Après La Nuit des tribades (présentée en 2002), le Groupe de la Veillée revisite les grandes interrogations de Per Olov Enquist sur l’âme humaine et sa nature insaisissable avec une œuvre aussi percutante qu’essentielle. En effet, avec L’heure du lynx, le metteur en scène Téo Psychalski nous entraîne sur la route sinueuse et obscure du trouble psychique traqué par les lois de la rationalité, dont le seul salut semble résider dans l’exaltation de l’au-delà ou de l’en deçà de l’équilibre moral consenti par la science et la religion. Plus qu’un ressassement des désordres de l’âme par une écriture mêlant les techniques du discours rapporté au style direct et l’expression d’une intimité en souffrance, le corps en scène devient ici la véritable incarnation d’images intérieures, en plus de témoigner des liens tissés entre ces personnages détenant un passé commun s’étirant bien avant le moment présent dans lequel se situe la pièce.

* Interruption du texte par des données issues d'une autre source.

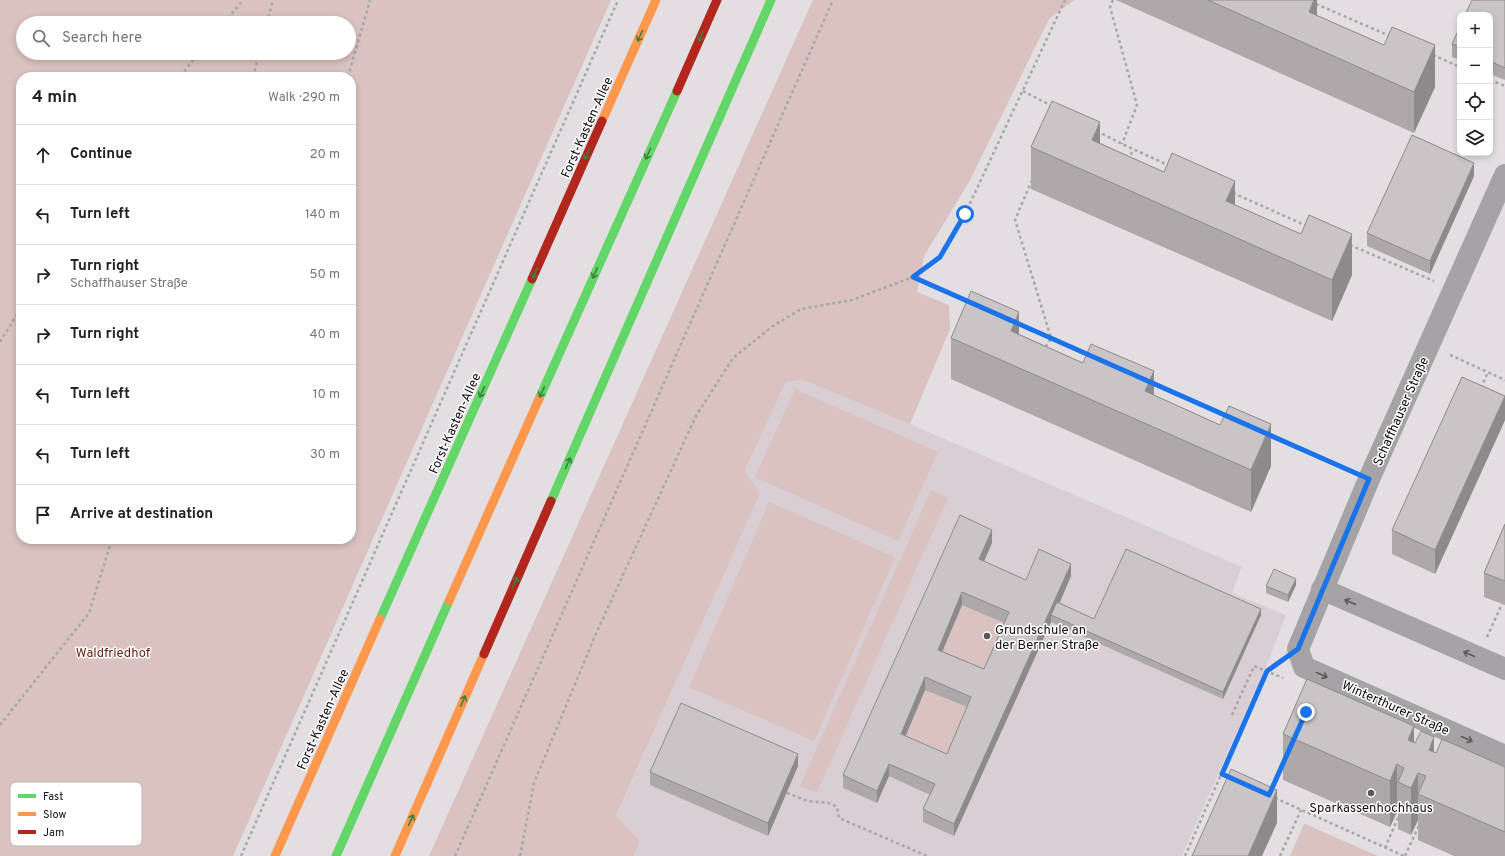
<!DOCTYPE html>
<meta charset="utf-8">
<style>
body{margin:0;font-family:Overpass,sans-serif;background:#f2f2f2;color:#222}
.controls{position:absolute;right:12px;top:12px;display:grid;overflow:hidden;border-radius:8px;box-shadow:0 2px 6px #0003}
.controls button{width:36px;height:36px;display:grid;place-items:center;padding:0;border:0;border-bottom:1px solid #e0e0e0;background:#fff;color:#222;font:20px sans-serif}
.stop{position:absolute;width:12px;height:12px;margin:-9px;border:3px solid #1a73e8;border-radius:50%;background:#fff}
.stop.end{background:#1a73e8;border-color:#fff;box-shadow:0 1px 4px #0008}
.list{margin:0;padding:0;list-style:none}
h2{display:flex;justify-content:space-between;align-items:center;height:52px;margin:0;padding:0 16px;font-size:17px}
h2 small{font-size:13px;font-weight:400;color:#767676}
.list li{display:grid;grid-template-columns:26px 1fr auto;gap:12px;align-items:center;box-sizing:border-box;height:60px;padding:0 16px;border-top:1px solid #e0e0e0}
.list b{display:block;font-size:15px;white-space:nowrap}
.list p{margin:0;font-size:13px;white-space:nowrap;color:#767676}
.list em{font-size:13px;font-style:normal;color:#767676}
.icon{flex:none;width:22px;height:22px;fill:none;stroke:currentColor;stroke-width:2;stroke-linecap:round;stroke-linejoin:round}
.map{position:relative;flex:none;width:1505px;height:856px;overflow:hidden}
.search{position:absolute;background:#fff;box-shadow:0 2px 6px #0003;left:16px;top:16px;width:340px;height:44px;display:flex;align-items:center;gap:10px;box-sizing:border-box;padding:0 14px;border-radius:22px;color:#767676;font-size:15px}
.panel{position:absolute;background:#fff;box-shadow:0 2px 6px #0003;left:16px;top:72px;width:340px;height:472px;border-radius:16px}
.map>svg:first-child{display:block}
.built{fill:#daced5}
.green{fill:#d9c2bf;fill-rule:evenodd}
.lines{fill:none;stroke-linecap:round;stroke-linejoin:round}
.path{stroke:#a8a7a8;stroke-width:2.5;stroke-dasharray:3 3;stroke-linecap:butt}
.street{stroke:#a5a3a6;stroke-width:22}
.fast{stroke:#63d668;stroke-width:9}
.slow{stroke:#ff974d;stroke-width:9}
.jam{stroke:#b3261e;stroke-width:9}
.wall{fill:#ada9aa;fill-rule:evenodd}
.shaded-wall{fill:#8d8a8b}
.building{fill:#c9c5c6;stroke:#8d8a8b;fill-rule:evenodd}
.oneway{stroke:#3f7c40}
.oneway2{stroke:#5c585b}
.route{stroke:#1a73e8;stroke-width:5}
.poi-dot{fill:#5b5759;stroke:#fff;stroke-width:1.5}
.labels{text-anchor:middle;stroke-width:3;stroke-linejoin:round;paint-order:stroke}
.street-label{font-size:13px;fill:#120e10;stroke:#fff}
.poi-label{font-size:13px;fill:#120e10;stroke:#fff;text-anchor:start}
.park-label{font-size:13px;fill:#662415;stroke:#fff}
.key{fill:#fff;stroke:#b8b7b7;stroke-width:1}
.key-label{font-size:11px;fill:#120e10}
</style>
<div class="map">
<svg width="1505" height="856" viewBox="0 0 1505 856">
<rect width="100%" height="100%" fill="#e3dee1"/>
<polygon class="built" points="803,380 910,424 1242,567 1232,593 1286,615 1270,657 1182,856 634,856 640,841 616,817 760,494 745,470 786,382"/>
<g class="green">
<path d="M 0,0 L 611,0 L 233,856 L 0,856 ZM 23,23 L 349,23 L 349,53 L 23,53 ZM 21,77 L 351,77 L 351,539 L 21,539 Z"/>
<polygon points="813,0 1074,0 1049,19 969,182 924,256 917,292 949,305 950,329 910,424 803,380 786,382 745,470 760,494 616,816 640,841 634,856 429,856"/>
<polygon points="795,389 938,452 898,541 755,477"/>
<polygon points="931,490 948,498 817,793 800,786"/>
<polygon points="769,502 895,557 814,741 689,687"/>
<polygon points="962,605 1009,625 984,682 938,662"/>
<polygon points="925,690 971,709 947,767 901,747"/>
<polygon points="1304,824 1305,824 1378,856 1290,856"/>
</g>
<g class="lines">
<g class="path">
<polyline points="1113,0 1110,7 1137,105 1122,144"/>
<polyline points="1316,4 1390,36"/>
<polyline points="224,23 243,0"/>
<polyline points="267,23 273,0"/>
<polyline points="1433,55 1460,67"/>
<polyline points="182,77 185,70 199,53"/>
<polyline points="253,77 259,53"/>
<polyline points="348,77 370,0"/>
<polyline points="1490,80 1505,86"/>
<polyline points="1023,91 1052,106"/>
<polyline points="1097,131 1122,144 1170,166"/>
<polyline points="1128,160 1133,150"/>
<polyline points="1032,180 1015,220 1051,338 1045,348"/>
<polyline points="1233,193 1307,226"/>
<polyline points="1350,245 1434,281"/>
<polyline points="913,277 970,302"/>
<polyline points="1017,323 1089,355"/>
<polyline points="0,342 21,308"/>
<polyline points="1450,355 1505,380"/>
<polyline points="1152,383 1226,415"/>
<polyline points="1481,388 1488,372"/>
<polyline points="1269,434 1349,470"/>
<polyline points="1487,637 1502,604"/>
<polyline points="1232,715 1254,666 1283,678"/>
<polyline points="0,725 89,613 112,539"/>
<polyline points="1272,789 1284,761"/>
<polyline points="787,793 808,801 829,803 837,807 839,818 927,856"/>
<polyline points="1275,798 1404,856"/>
<polyline points="1385,848 1399,815"/>
<polyline points="241,856 618,0"/>
<polyline points="455,856 833,0"/>
<polyline points="520,856 534,783 595,636 696,416 733,358 773,326 801,309 852,300 913,277 940,257 965,214 1065,0"/>
<polyline points="1185,856 1267,671 1279,662"/>
<polyline points="1280,856 1301,810"/>
<polyline points="1405,856 1420,823"/>
</g>
<g class="street">
<polyline points="1505,175 1369,479 1298,649 1304,667 1505,756"/>
<polyline points="1322,589 1505,669"/>
</g>
<g class="fast">
<polyline points="539,399 677,91"/>
<polyline points="551,501 771,0"/>
<polyline points="380,619 532,279"/>
<polyline points="336,856 449,601"/>
</g>
<g class="slow">
<polyline points="602,121 656,0"/>
<polyline points="449,601 539,399"/>
<polyline points="275,856 380,619"/>
<polyline points="395,856 484,654"/>
</g>
<g class="jam">
<polyline points="677,91 717,0"/>
<polyline points="532,279 602,121"/>
<polyline points="484,654 551,501"/>
</g>
</g>
<g class="wall">
<polygon points="1116,0 1317,0 1317,16 1384,45 1435,87 1414,133"/>
<polygon points="1505,0 1505,80 1490,74 1490,15"/>
<polygon points="1460,27 1460,60 1452,57 1452,44"/>
<polygon points="1100,143 1235,205 1352,275 1332,321 1031,189 1031,147"/>
<polygon points="1474,176 1430,274 1367,246 1367,233"/>
<polygon points="1019,334 1220,425 1271,466 1251,512 951,379 951,338"/>
<polygon points="1505,420 1435,574 1392,554 1392,530"/>
<polygon points="1505,524 1505,605 1484,597 1484,573"/>
<path d="M 992,543 L 984,562 L 1026,580 L 1071,576 L 1059,603 L 1094,619 L 1261,615 L 1223,699 L 1051,622 L 954,836 L 923,822 L 923,809 L 930,795 L 889,776 L 877,803 L 843,788 L 843,775 ZM 962,605 L 1004,623 L 984,669 L 942,651 ZM 925,690 L 967,707 L 947,754 L 905,736 Z"/>
<polygon points="1296,585 1288,602 1266,593 1266,586"/>
<polygon points="1283,734 1414,743 1436,753 1505,767 1505,856 1454,856 1418,840 1418,820 1411,835 1398,829 1398,811 1390,827 1283,780"/>
<polygon points="798,766 768,836 650,785 650,772"/>
</g>
<g class="shaded-wall">
<polygon points="1314,0 1317,0 1317,33 1309,12"/>
<polygon points="1435,45 1435,87 1414,133 1414,92"/>
<polygon points="1100,122 1100,163 1092,140"/>
<polygon points="1474,163 1474,176 1430,274 1430,261"/>
<polygon points="1235,181 1235,222 1226,201"/>
<polygon points="1352,234 1352,275 1332,321 1332,280"/>
<polygon points="1019,312 1019,354 1011,331"/>
<polygon points="1154,371 1154,413 1145,391"/>
<polygon points="1505,396 1505,420 1435,574 1435,550"/>
<polygon points="1271,424 1271,466 1251,512 1251,470"/>
<polygon points="992,530 992,543 979,572 979,559"/>
<polygon points="1071,564 1071,576 1054,616 1051,615 1051,622 954,836 954,824"/>
<polygon points="1296,579 1296,585 1288,602 1288,595"/>
<polygon points="962,592 962,605 938,662 938,650"/>
<polygon points="1261,609 1261,615 1223,699 1223,692"/>
<polygon points="925,677 925,690 901,747 901,734"/>
<polygon points="1414,726 1414,772 1408,740"/>
<polygon points="1434,737 1434,783 1429,750"/>
<polygon points="798,754 798,766 768,836 768,823"/>
<polygon points="889,764 889,776 877,803 877,791"/>
<polygon points="1397,764 1397,811 1390,827 1390,781"/>
<polygon points="1418,773 1418,820 1411,835 1411,788"/>
<polygon points="1277,790 1277,823 1262,856 1248,856"/>
</g>
<g class="building">
<polygon points="1208,0 1314,0 1309,12 1384,45 1392,27 1435,45 1414,92"/>
<polygon points="1472,0 1505,0 1505,68 1490,61 1490,15 1465,15"/>
<polygon points="1460,27 1460,47 1452,44"/>
<polygon points="1052,101 1100,122 1092,140 1164,172 1172,153 1235,181 1226,201 1301,234 1309,215 1352,234 1332,280 1031,147"/>
<polygon points="1412,135 1474,163 1430,261 1367,233"/>
<polygon points="971,291 1019,312 1011,331 1083,363 1091,344 1154,371 1145,391 1220,425 1229,406 1271,424 1251,470 951,338"/>
<polygon points="1462,377 1505,396 1435,550 1392,530"/>
<path d="M 960,515 L 992,530 L 979,559 L 1026,580 L 1039,549 L 1071,564 L 954,824 L 923,809 L 935,784 L 889,764 L 877,791 L 843,775 ZM 962,592 L 1009,612 L 984,669 L 938,650 ZM 925,677 L 971,697 L 947,754 L 901,734 Z"/>
<polygon points="1505,524 1505,581 1484,573"/>
<polygon points="1126,549 1261,609 1223,692 1051,615 1057,602 1094,619"/>
<polygon points="1274,569 1296,579 1288,595 1266,586"/>
<polygon points="1307,679 1414,726 1408,740 1415,743 1421,731 1434,737 1429,750 1436,753 1442,739 1505,767 1505,832 1418,794 1426,776 1418,773 1411,788 1398,782 1404,768 1400,766 1397,764 1390,781 1283,734"/>
<polygon points="681,703 798,754 768,823 650,772"/>
<polygon points="1231,769 1277,790 1248,856 1192,856"/>
</g>
<defs><path id="oneway-shaft" d="M-6 0H5M1.5-3L5.5 0L1.5 3" fill="none" stroke-width="1.6" stroke-linecap="round" stroke-linejoin="round"/></defs>
<g class="oneway">
<use href="#oneway-shaft" transform="translate(640 36) rotate(114)"/>
<use href="#oneway-shaft" transform="translate(701 36) rotate(114)"/>
<use href="#oneway-shaft" transform="translate(587 154) rotate(114)"/>
<use href="#oneway-shaft" transform="translate(648 154) rotate(114)"/>
<use href="#oneway-shaft" transform="translate(535 273) rotate(114)"/>
<use href="#oneway-shaft" transform="translate(595 273) rotate(114)"/>
<use href="#oneway-shaft" transform="translate(482 392) rotate(114)"/>
<use href="#oneway-shaft" transform="translate(542 392) rotate(114)"/>
<use href="#oneway-shaft" transform="translate(568 463) rotate(-66)"/>
<use href="#oneway-shaft" transform="translate(515 582) rotate(-66)"/>
<use href="#oneway-shaft" transform="translate(463 701) rotate(-66)"/>
<use href="#oneway-shaft" transform="translate(411 820) rotate(-66)"/>
</g>
<g class="oneway2">
<use href="#oneway-shaft" transform="translate(1350 602) rotate(-156)"/>
<use href="#oneway-shaft" transform="translate(1469 654) rotate(-156)"/>
<use href="#oneway-shaft" transform="translate(1322 675) rotate(24)"/>
<use href="#oneway-shaft" transform="translate(1467 739) rotate(24)"/>
</g>
<g class="lines">
<polyline class="route" points="965,214 940,257 913,277 1369,479 1298,649 1267,671 1222,774 1269,795 1306,712"/>
</g>
<g class="poi-dot">
<circle cx="987" cy="636" r="4"/>
<circle cx="1371" cy="793" r="4"/>
</g>
<g class="labels">
<g class="street-label">
<text transform="translate(586 127) rotate(-66)" y="5">Forst-Kasten-Allee</text>
<text transform="translate(1400 411) rotate(-66)" y="5">Schaffhauser Straße</text>
<text transform="translate(454 423) rotate(-66)" y="5">Forst-Kasten-Allee</text>
<text transform="translate(1396 707) rotate(24)" y="5">Winterthurer Straße</text>
<text transform="translate(322 719) rotate(-66)" y="5">Forst-Kasten-Allee</text>
</g>
<g class="poi-label">
<text x="995" y="634">Grundschule an<tspan x="995" dy="15">der Berner Straße</tspan></text>
<text x="1371" y="812" text-anchor="middle">Sparkassenhochhaus</text>
</g>
<g class="park-label">
<text x="113" y="657">Waldfriedhof</text>
</g>
</g>
<rect x="10" y="782" width="132" height="64" rx="6" class="key"/>
<rect x="18" y="794" width="18" height="4" fill="#63d668"/>
<rect x="18" y="812" width="18" height="4" fill="#ff974d"/>
<rect x="18" y="830" width="18" height="4" fill="#b3261e"/>
<g class="key-label">
<text x="43" y="800">Fast</text>
<text x="43" y="818">Slow</text>
<text x="43" y="836">Jam</text>
</g>
</svg>
<div class="controls">
<button>+</button>
<button>−</button>
<button><svg class="icon" aria-label="locate" viewBox="0 0 24 24"><circle cx="12" cy="12" r="6"/><path d="M12 2v4M12 18v4M2 12h4M18 12h4"/></svg></button>
<button><svg class="icon" aria-label="layers" viewBox="0 0 24 24"><path d="M12 4l9 5-9 5-9-5zM3 14l9 5 9-5"/></svg></button>
</div>
<div class="stop" style="left:965px;top:214px"></div>
<div class="stop end" style="left:1306px;top:712px"></div>
<div class="search"><svg class="icon" aria-label="search" viewBox="0 0 24 24"><circle cx="10" cy="10" r="6"/><path d="M15 15l6 6"/></svg>Search here</div>
<section class="panel">
<h2>4 min<small>Walk · 290 m</small></h2>
<ul class="list">
<li><svg class="icon" aria-label="ahead" viewBox="0 0 24 24"><path d="M12 20V5M6 11l6-6 6 6"/></svg><div><b>Continue</b></div><em>20 m</em></li>
<li><svg class="icon" aria-label="left" viewBox="0 0 24 24"><path d="M17 20v-9H6M10 6l-5 5 5 5"/></svg><div><b>Turn left</b></div><em>140 m</em></li>
<li><svg class="icon" aria-label="right" viewBox="0 0 24 24"><path d="M7 20v-9h11M14 6l5 5-5 5"/></svg><div><b>Turn right</b><p>Schaffhauser Straße</p></div><em>50 m</em></li>
<li><svg class="icon" aria-label="right" viewBox="0 0 24 24"><path d="M7 20v-9h11M14 6l5 5-5 5"/></svg><div><b>Turn right</b></div><em>40 m</em></li>
<li><svg class="icon" aria-label="left" viewBox="0 0 24 24"><path d="M17 20v-9H6M10 6l-5 5 5 5"/></svg><div><b>Turn left</b></div><em>10 m</em></li>
<li><svg class="icon" aria-label="left" viewBox="0 0 24 24"><path d="M17 20v-9H6M10 6l-5 5 5 5"/></svg><div><b>Turn left</b></div><em>30 m</em></li>
<li><svg class="icon" aria-label="arrive" viewBox="0 0 24 24"><path d="M6 21V4h12l-3 4 3 4H6"/></svg><div><b>Arrive at destination</b></div></li>
</ul>
</section>
</div>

En grand spécialiste de Grotowski, Psychalski détient l’art d’apporter en scène la dimension sacrée du corps, célébrant l’infinie possibilité de ses invocations, créant ainsi une théâtralité puissante, ouverte sur l’en-dehors.

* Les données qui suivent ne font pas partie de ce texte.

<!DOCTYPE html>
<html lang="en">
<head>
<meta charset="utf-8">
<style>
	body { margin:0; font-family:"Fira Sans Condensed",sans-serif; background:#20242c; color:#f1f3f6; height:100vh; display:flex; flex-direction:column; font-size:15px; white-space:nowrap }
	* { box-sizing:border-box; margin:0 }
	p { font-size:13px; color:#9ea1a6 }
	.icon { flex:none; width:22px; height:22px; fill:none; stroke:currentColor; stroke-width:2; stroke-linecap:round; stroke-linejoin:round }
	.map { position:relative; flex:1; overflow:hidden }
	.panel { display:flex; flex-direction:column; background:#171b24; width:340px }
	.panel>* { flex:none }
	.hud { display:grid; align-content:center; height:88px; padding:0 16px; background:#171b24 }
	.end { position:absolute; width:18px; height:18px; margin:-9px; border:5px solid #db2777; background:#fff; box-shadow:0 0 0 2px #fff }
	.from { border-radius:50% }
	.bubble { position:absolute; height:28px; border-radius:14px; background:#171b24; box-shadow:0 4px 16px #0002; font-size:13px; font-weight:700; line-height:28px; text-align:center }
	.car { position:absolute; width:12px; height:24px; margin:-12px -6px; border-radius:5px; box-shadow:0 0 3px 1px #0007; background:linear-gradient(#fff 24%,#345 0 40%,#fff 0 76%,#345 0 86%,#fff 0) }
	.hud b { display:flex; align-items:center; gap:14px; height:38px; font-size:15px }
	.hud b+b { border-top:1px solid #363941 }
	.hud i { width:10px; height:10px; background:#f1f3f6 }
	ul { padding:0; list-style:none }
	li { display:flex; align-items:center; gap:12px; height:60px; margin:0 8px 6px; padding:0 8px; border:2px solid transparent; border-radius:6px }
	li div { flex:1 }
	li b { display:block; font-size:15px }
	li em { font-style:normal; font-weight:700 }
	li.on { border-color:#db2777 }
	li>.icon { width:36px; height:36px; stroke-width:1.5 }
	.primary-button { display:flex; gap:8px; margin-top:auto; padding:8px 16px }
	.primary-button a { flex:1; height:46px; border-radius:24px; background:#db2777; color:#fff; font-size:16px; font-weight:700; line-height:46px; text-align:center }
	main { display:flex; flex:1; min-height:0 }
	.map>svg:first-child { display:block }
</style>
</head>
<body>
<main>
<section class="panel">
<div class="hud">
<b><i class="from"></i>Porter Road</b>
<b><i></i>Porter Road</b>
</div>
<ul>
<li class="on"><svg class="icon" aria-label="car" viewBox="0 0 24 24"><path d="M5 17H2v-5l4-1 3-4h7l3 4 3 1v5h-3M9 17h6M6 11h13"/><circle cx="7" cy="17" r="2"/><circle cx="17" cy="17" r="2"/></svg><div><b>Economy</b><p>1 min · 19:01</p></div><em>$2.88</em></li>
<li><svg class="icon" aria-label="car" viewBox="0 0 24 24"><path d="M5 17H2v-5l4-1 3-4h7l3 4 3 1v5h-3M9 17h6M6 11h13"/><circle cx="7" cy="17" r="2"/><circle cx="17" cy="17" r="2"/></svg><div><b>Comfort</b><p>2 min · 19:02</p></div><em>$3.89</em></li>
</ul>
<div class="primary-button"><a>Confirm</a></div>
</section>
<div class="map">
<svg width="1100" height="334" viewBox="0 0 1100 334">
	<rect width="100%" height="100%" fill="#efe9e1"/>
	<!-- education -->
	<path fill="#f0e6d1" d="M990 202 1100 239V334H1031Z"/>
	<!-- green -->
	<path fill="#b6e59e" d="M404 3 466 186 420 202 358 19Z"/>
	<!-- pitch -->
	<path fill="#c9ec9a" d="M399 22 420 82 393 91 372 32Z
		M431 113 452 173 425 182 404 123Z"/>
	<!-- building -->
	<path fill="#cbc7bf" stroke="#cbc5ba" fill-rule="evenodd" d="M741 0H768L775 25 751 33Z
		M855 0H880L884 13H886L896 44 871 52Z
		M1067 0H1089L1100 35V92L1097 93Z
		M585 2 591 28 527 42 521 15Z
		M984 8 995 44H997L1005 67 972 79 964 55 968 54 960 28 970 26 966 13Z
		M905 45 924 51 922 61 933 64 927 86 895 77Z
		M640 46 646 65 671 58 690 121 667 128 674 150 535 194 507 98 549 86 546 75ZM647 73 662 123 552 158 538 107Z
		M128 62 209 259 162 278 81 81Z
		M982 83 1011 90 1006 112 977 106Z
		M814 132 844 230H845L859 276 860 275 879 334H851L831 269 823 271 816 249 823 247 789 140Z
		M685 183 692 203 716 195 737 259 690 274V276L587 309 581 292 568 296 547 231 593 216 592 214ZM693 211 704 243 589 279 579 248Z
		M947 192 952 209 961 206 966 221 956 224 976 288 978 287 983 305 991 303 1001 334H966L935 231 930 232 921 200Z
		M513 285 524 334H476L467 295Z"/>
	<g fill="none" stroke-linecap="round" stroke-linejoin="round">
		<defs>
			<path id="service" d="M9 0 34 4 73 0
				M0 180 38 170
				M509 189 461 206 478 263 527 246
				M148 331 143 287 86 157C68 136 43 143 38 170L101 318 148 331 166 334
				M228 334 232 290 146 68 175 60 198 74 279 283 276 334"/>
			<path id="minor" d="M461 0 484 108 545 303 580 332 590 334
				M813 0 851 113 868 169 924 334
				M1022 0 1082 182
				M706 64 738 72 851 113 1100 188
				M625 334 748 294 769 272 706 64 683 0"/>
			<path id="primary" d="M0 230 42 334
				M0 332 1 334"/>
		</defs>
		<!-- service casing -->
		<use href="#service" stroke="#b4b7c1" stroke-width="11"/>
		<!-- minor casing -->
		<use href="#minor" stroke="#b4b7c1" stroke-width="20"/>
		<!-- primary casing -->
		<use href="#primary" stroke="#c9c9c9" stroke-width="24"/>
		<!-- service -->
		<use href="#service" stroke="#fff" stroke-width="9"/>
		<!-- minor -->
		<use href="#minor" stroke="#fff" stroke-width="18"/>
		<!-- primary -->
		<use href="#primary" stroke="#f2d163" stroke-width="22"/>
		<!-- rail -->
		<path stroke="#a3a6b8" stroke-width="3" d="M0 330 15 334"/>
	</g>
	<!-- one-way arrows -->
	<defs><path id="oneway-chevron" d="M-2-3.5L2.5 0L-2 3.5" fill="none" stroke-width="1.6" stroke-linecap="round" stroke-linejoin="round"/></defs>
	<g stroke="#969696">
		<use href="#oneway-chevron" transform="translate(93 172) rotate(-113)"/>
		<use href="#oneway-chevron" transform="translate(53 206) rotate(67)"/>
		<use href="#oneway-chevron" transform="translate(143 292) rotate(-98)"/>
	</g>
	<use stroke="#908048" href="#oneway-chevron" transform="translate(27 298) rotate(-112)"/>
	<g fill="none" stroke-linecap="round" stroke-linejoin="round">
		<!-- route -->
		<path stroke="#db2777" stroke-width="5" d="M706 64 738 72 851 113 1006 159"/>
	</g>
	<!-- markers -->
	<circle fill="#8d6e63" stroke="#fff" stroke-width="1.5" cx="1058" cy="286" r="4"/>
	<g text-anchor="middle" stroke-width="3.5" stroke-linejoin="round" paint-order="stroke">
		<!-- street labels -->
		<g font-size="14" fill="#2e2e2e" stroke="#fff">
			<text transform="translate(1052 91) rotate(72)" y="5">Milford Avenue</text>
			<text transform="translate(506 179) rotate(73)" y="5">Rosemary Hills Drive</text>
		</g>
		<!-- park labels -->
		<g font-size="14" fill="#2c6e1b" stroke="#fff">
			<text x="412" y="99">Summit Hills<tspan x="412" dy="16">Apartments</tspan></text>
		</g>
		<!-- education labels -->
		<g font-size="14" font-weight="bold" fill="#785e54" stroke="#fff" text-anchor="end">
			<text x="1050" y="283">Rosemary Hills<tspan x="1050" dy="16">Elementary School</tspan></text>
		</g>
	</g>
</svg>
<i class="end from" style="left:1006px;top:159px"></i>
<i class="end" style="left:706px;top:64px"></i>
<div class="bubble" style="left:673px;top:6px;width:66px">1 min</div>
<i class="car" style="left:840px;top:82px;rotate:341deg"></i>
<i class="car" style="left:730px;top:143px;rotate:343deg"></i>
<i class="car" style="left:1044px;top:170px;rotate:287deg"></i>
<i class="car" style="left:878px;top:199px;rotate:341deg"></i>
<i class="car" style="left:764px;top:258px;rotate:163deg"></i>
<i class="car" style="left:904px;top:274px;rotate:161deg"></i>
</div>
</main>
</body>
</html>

Dans un espace stérile mis sous surveillance, les trois acteurs principaux répondent avec justesse et générosité aux exigences complexes de leurs rôles. Flamboyant, François Arnaud arrive à nous faire toucher l’extrême rudesse du texte de Enquist dans la peau d’un jeune homme à la couleur aussi fragile qu’agressive. Énergique dans ses gestes, sec dans son ton, jouant de sa crinière rebelle et de toute la gamme des rapports de forces que peut lui assurer sa grandeur par rapport à celle de ses partenaires de jeu, il apporte au personnage une dimension extra théâtrale garantissant à celui-ci une incroyable richesse. Isabelle Tincler, dans le rôle de Lisbeth, se tient agilement sur la très mince ligne de tension lui permettant de conserver les nerfs à vif sans jamais sombrer dans le déséquilibre. Carmen Jolin, que le destin a fait apparaître au sein de l’équipe à quelques jours seulement de la première représentation, use d’un calme touchant et d’une droiture impeccable. Sa grave sensibilité laisse percer les questionnements intérieurs de cette femme pasteur acculée face au doute. Gaétan Nadeau, personnage-accessoire du gardien de la cellule, ajoute à l’ensemble une teneur réaliste, mais aussi psychanalytique, comme une menace, une censure, une obligation à ne pas passer de l’autre côté. Par la symbiose de tous ses éléments scéniques, Psychalski donne une chair parfaite où peuvent se mouvoir les esprits dépeints par Enquist.
Pièce d’âme dans ses grandes frictions et ses douceurs sereines, L’heure du lynx cherche à exalter le corps pour entrevoir l’esprit, donne un corps aux mots pour leur donner le pouvoir d’agir sur. Un moment de théâtre assurément magistral.